TCD is one way of measuring development of the cerebellum (8,1517). TCD consists of the width of two hemispheres and the vermis. We have measured the area of one hemisphere (HA), because this can be readily done without repositioning a sick preterm infant. HA turned out to be a reproducible method to follow hemisphere growth (r = 0.890, p < 0.05). Comparing our measurements of HA with the measurements of TCD by Hill et al. (18) and Pinar et al. (8), we can observe an identical trend of growth (Fig. 2G).

MFID was chosen as a reproducible method to appreciate the depth of the secondary fissures at the rostral cerebellar hemisphere convexity. The depth of major fissures of vermis cerebelli has been related by Makori et al. (19) to exposure to 13-cis-retinoic acid (cRA). Table 2 gives an overview of toxins that have the potential to disturb cerebellar foliation. MFID turned out to be a reproducible method (r = 0.717, p < 0.01). In future studies, MFID may be used to measure the affect of toxins on cerebellar foliation.

Table 2 Overview of toxins that affect cerebellar folia

Hochstetter (1) studied the growth of folia vermis in sagittal histologic sections. The sections show the increase in number of folia from 12 to 28 wk PMA. Loeser et al. (3) reported the growth of folia for each lobule from 24 to 37 wk PMA. Our measurements using ultrasonographic inspection of the maturation of the folial pattern (NFOF) confirm this increase in number of folia with increase in PMA. NFOS shows a negative relation with PMA, but this is expected as with an increase in size of the folia, the number of folia over a fixed distance will decrease. NFOF and NFOS are probably not suited for comparison between individual patients because we expect limited interobserver reproducibility. Improved ultrasound imaging techniques may, in the future, produce images with greater detail and could result in a more reproducible method for counting folia. NFOF and NFOS as used in this report may be used to study cohorts of infants with bronchopulmonary dysplasia or fetal growth retardation. A comparison of NFOF and NFOS can be made between a group of preterms with, for instance, intrauterine growth retardation or chronic lung disease—disorders with chronic hypoxia that might influence development of the external and internal granular layers—and a control group (2022).

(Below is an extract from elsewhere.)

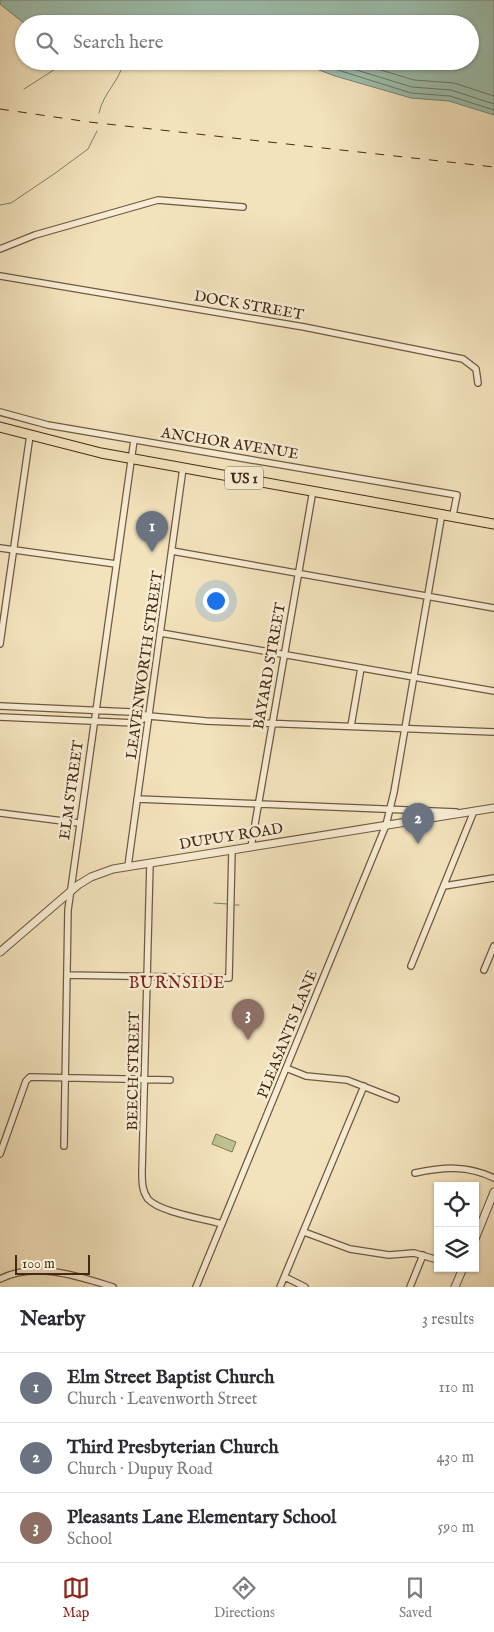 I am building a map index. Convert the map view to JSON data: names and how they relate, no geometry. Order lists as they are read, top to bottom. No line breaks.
{"streets":{"main road":["US 1"],"street":["DOCK STREET","ANCHOR AVENUE","LEAVENWORTH STREET","BAYARD STREET","ELM STREET","DUPUY ROAD","PLEASANTS LANE","BEECH STREET"]},"crossings":[["ANCHOR AVENUE","US 1"],["ANCHOR AVENUE","ELM STREET"],["US 1","LEAVENWORTH STREET"],["US 1","BAYARD STREET"],["US 1","ELM STREET"],["US 1","PLEASANTS LANE"],["LEAVENWORTH STREET","DUPUY ROAD"],["BAYARD STREET","DUPUY ROAD"],["ELM STREET","DUPUY ROAD"],["DUPUY ROAD","PLEASANTS LANE"],["DUPUY ROAD","BEECH STREET"],["PLEASANTS LANE","BEECH STREET"]],"districts":["BURNSIDE"],"scale_bar":"100 m","page":{"search":"Search here","pins":["1","2","3"],"scale":"100 m","heading":["Nearby","3 results"],"list":[{"mark":"1","name":"Elm Street Baptist Church","note":"Church · Leavenworth Street","value":"110 m"},{"mark":"2","name":"Third Presbyterian Church","note":"Church · Dupuy Road","value":"430 m"},{"mark":"3","name":"Pleasants Lane Elementary School","note":"School","value":"590 m"}],"nav":["Map","Directions","Saved"]}}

An MRI study of preterm infants by Lin et al. (23) showed the ratio of thalami area to the cerebellum area was significantly smaller in infants with moderate and severe PVL than in the control group. Also, the ratio of cerebral hemisphere area to the cerebellum area was smaller in infants with severe PVL than in the control group. A ratio of NFOF and NFOS with cerebral hemisphere area and thalami area may be determined with ultrasound imaging in a group of preterms with PVL and a control group.

In conclusion, maturation of folia can be measured with ultrasound through the asterion in preterm infants. We showed that PA, MFID, HA, and NFOF correlate significantly with PMA. HA described the same trend of growth as TCD. Further cohort studies should provide evidence for the use of this method for recognizing impaired cerebellar foliation. Insonation via the asterion may prove useful for the description of malformations of the cerebellum presenting in the neonatal period.